Workplan 2014

Our workplan for 2014 covers three main directions: energy efficiency, scientific workflow management, and data life-cycle management in clouds.

Energy efficiency

Energy consumption and workload models

Infrastructure as a Service (IaaS) clouds provide their customers with virtual machines on demand and self-service following a pay as you go pricing model. Virtual machines are dispatched to the servers of the underlying computing cluster by the IaaS cloud management system. In IaaS clouds, resources are managed dynamically in order to take into account the load variation in the different virtual machines and the fluctuation of the number of virtual machines hosted in the data center.

We aim at developing the methods and infrastructure for understanding energy consumption behavior of large-scale systems and resource utilization by the workloads they execute. The energy consumption and workload models will allow to improve data centers resource management in particular with regards to energy saving and thermal management. We target on-line analysis enabling the resource management system to quickly and autonomously react to changes in the workload by adapting the number of active servers to the actual load and by launching virtual machine consolidation algorithms only when appropriate.

We plan to study the design and implementation of an on-line analysis infrastructure. Such an infrastructure is logically composed of three important components for data collection, model creation/validation and prediction.

Energy-efficiency cloud elasticity for data-driven applications

Distributed and parallel systems offer to users tremendous computing capacities. They rely on distributed computing resources linked by networks. They require algorithms and protocols to manage these resources in a transparent way for users. Recently, the maturity of virtualization techniques has allowed for the emergence of virtualized infrastructures (Clouds). These infrastructures provide resources to users dynamically, and adapted to their needs. By benefiting from economies of scale, Clouds can efficiently manage and offer virtually unlimited numbers of resources, reducing the costs for users.

However, the rapid growth for Cloud demands leads to a preoccupying and uncontrolled increase of their electric consumption. In this context, we will focus on data driven applications which require to process large amounts of data. These applications have elastic needs in terms of computing resources as their workload varies over time. While reducing energy consumption and improving performance are orthogonal goals, this internship aims at studying possible trade-offs for energy-efficient data processing without performance impact. As elasticity comes at a cost of reconfigurations, these trade-offs will consider the time and energy required by the infrastructure to dynamically adapt the resources to the application needs.

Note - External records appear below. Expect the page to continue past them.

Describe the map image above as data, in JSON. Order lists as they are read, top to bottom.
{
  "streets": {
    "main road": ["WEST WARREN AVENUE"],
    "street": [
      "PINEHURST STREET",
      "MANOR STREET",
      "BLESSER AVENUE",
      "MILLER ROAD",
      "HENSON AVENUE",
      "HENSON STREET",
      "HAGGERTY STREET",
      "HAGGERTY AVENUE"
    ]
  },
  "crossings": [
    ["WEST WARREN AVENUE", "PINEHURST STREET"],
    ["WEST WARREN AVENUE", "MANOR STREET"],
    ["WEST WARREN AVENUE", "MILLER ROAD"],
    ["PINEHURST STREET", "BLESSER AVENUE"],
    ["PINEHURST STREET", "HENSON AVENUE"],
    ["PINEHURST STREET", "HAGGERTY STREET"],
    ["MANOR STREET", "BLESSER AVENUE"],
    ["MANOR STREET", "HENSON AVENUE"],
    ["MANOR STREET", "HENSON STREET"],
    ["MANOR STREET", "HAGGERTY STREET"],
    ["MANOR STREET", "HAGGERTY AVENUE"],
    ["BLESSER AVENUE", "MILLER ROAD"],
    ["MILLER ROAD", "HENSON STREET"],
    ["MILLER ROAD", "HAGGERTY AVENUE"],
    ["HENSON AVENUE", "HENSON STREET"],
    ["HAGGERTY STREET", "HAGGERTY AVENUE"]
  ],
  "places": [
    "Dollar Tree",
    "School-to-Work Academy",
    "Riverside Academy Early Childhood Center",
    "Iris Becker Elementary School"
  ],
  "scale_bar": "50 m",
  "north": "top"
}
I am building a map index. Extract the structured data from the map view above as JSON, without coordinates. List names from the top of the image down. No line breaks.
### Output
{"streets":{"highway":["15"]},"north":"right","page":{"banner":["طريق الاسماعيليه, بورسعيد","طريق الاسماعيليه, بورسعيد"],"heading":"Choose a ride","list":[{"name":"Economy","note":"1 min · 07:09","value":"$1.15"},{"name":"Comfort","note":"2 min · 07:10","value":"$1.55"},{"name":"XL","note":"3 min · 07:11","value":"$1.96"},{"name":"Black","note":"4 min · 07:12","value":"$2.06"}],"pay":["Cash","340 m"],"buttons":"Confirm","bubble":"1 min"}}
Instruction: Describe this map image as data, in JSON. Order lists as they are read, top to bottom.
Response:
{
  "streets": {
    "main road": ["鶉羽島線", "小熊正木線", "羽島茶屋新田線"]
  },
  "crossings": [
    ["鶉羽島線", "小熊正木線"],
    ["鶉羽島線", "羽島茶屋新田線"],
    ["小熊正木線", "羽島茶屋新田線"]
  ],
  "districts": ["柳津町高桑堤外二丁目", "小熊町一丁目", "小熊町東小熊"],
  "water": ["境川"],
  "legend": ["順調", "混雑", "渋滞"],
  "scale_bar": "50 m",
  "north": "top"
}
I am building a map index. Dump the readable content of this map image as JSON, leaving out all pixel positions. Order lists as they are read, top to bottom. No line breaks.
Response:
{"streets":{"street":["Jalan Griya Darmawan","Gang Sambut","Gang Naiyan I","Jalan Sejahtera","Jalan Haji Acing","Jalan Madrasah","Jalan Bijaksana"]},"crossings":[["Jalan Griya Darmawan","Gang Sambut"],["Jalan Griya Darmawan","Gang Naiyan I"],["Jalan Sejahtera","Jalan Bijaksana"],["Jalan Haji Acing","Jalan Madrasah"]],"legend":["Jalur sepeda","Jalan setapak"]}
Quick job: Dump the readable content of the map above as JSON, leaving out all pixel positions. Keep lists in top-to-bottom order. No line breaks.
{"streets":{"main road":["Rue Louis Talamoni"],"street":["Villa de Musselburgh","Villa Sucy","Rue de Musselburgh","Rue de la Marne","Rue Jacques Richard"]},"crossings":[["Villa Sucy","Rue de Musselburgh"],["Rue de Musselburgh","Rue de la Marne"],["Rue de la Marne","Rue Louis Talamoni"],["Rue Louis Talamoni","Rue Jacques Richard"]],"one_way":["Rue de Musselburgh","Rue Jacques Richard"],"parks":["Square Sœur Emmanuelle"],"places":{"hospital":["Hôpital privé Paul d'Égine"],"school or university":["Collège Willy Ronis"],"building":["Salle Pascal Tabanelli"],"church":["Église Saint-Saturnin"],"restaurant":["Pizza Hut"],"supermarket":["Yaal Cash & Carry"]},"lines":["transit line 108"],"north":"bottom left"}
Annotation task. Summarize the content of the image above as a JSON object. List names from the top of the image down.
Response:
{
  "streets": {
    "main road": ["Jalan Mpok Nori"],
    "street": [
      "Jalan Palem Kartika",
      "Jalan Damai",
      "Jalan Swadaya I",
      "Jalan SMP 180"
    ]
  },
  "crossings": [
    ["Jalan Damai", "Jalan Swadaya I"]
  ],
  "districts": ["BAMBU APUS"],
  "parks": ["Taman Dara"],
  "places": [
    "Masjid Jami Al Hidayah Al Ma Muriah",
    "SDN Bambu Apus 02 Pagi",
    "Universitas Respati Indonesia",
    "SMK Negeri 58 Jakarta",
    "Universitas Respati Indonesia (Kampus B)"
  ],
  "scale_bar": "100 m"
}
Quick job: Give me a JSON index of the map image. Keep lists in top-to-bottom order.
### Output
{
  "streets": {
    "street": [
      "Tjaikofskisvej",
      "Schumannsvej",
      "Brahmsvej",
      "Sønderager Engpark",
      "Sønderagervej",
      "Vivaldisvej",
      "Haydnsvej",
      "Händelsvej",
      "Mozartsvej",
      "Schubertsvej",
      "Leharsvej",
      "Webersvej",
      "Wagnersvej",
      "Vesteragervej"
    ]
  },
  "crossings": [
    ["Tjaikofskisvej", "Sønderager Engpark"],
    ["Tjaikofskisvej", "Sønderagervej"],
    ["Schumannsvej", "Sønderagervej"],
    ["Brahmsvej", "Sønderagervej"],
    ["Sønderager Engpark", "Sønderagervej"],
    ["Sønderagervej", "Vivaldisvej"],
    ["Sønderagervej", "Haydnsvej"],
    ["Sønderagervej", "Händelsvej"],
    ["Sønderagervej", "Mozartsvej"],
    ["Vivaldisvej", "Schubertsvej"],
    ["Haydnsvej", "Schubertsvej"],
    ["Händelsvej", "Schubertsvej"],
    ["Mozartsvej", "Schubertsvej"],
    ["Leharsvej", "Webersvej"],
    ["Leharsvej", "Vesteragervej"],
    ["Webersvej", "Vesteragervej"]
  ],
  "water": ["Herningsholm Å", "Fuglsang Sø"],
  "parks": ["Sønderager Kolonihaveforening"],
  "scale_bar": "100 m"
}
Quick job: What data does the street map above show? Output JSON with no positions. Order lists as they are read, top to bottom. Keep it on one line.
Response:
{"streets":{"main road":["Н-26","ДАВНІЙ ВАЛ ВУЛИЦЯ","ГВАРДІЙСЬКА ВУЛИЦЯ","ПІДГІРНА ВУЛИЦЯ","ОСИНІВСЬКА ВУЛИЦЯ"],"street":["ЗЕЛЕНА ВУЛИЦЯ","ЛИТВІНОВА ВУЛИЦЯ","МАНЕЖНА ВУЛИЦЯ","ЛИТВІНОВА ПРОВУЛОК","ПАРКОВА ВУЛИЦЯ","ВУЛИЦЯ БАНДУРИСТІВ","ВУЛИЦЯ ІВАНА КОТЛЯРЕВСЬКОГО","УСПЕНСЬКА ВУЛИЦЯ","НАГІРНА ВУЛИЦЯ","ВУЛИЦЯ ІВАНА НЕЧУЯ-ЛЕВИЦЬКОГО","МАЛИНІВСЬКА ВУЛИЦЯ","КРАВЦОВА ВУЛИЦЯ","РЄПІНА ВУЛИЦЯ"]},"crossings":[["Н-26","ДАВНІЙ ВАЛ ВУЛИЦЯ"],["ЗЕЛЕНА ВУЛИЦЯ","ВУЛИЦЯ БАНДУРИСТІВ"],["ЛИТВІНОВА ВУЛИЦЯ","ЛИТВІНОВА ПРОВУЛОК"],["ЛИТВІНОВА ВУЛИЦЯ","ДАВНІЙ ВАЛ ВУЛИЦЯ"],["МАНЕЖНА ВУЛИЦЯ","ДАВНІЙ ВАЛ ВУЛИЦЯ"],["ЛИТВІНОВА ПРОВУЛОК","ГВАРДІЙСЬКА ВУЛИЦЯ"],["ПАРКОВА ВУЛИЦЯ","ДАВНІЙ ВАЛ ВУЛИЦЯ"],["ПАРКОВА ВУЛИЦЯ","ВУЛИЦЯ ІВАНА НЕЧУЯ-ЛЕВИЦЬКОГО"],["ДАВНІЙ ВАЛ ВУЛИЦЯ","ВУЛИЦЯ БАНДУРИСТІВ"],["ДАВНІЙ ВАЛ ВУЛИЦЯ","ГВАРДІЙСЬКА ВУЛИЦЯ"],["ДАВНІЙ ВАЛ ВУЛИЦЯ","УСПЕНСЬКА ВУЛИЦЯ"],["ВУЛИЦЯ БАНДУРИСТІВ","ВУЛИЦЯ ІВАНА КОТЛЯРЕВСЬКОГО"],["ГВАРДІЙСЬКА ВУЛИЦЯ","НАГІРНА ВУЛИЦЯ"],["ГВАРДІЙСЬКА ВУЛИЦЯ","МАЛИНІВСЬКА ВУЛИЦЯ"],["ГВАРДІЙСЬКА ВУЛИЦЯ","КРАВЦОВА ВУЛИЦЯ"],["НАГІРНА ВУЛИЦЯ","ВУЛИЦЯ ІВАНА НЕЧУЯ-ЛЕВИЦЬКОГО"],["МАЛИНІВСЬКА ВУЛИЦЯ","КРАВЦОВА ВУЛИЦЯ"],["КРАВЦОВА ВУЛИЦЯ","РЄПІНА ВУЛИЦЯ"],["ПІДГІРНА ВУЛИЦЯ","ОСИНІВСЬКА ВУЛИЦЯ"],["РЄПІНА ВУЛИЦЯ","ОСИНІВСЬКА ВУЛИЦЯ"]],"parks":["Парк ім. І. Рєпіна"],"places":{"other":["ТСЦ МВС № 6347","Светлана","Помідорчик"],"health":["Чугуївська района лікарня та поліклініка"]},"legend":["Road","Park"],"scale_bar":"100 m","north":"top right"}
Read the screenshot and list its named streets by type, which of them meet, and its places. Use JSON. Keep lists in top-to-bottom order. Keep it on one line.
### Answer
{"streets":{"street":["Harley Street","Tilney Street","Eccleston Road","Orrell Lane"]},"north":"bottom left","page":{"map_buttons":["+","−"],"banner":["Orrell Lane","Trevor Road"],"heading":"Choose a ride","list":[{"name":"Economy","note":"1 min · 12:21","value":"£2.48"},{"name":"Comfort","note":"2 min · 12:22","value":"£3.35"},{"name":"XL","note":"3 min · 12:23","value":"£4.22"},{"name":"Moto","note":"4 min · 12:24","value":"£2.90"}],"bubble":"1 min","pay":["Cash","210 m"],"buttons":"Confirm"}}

The validations of the proposed algorithms may rely on the French experimental platform named Grid’5000 [1]. This platform comprises about 8,000 cores geographically distributed in 10 sites linked with a dedicated gigabit network. Some of these sites have wattmeters which provide the consumption of the computing nodes in real-time. This validation step is essential as it will ensure that the selected criteria are well observed: energy-efficiency, performance and elasticity.

Energy efficiency analysis of resource management systems

In addition, we will also investigate the energy efficiency of various resource management software which is a critical component of the software footprint on large-scale infrastructure. Specifically, we will evaluate Hadoop, Snooze and batch queueing software.

Scientific workflow management

We identified several steps to be undertaken towards the HOCL-based execution of TIGRES-based workflow specifications. They can be grouped into two categories:

Limitations of the HOCL runtime prototype: The current prototype suffers from several limitations mainly related to its initial primary objective which was to be a research prototype. For instance, the only way to invoke the tasks of the workflows run is through the Web service standards. One work planned is to extend its invocation capabilities, for instance to support simpler schemes, so as to simplify the porting of applications.
Development of the interface between TIGRES and the HOCL runtime: The main issue is aspects of code generation. We need to generate the set of files containing the HOCL code to be processed by the HOCL engines starting from a TIGRES workflow specification. Tigres and HOCL have limited overlap in their language and usage. HOCL is intended for specification while Tigres is intended to be a runtime language). Thus, this requires non negligible engineering effort. An ADT proposal is planned on INRIA’s side which will address these issues.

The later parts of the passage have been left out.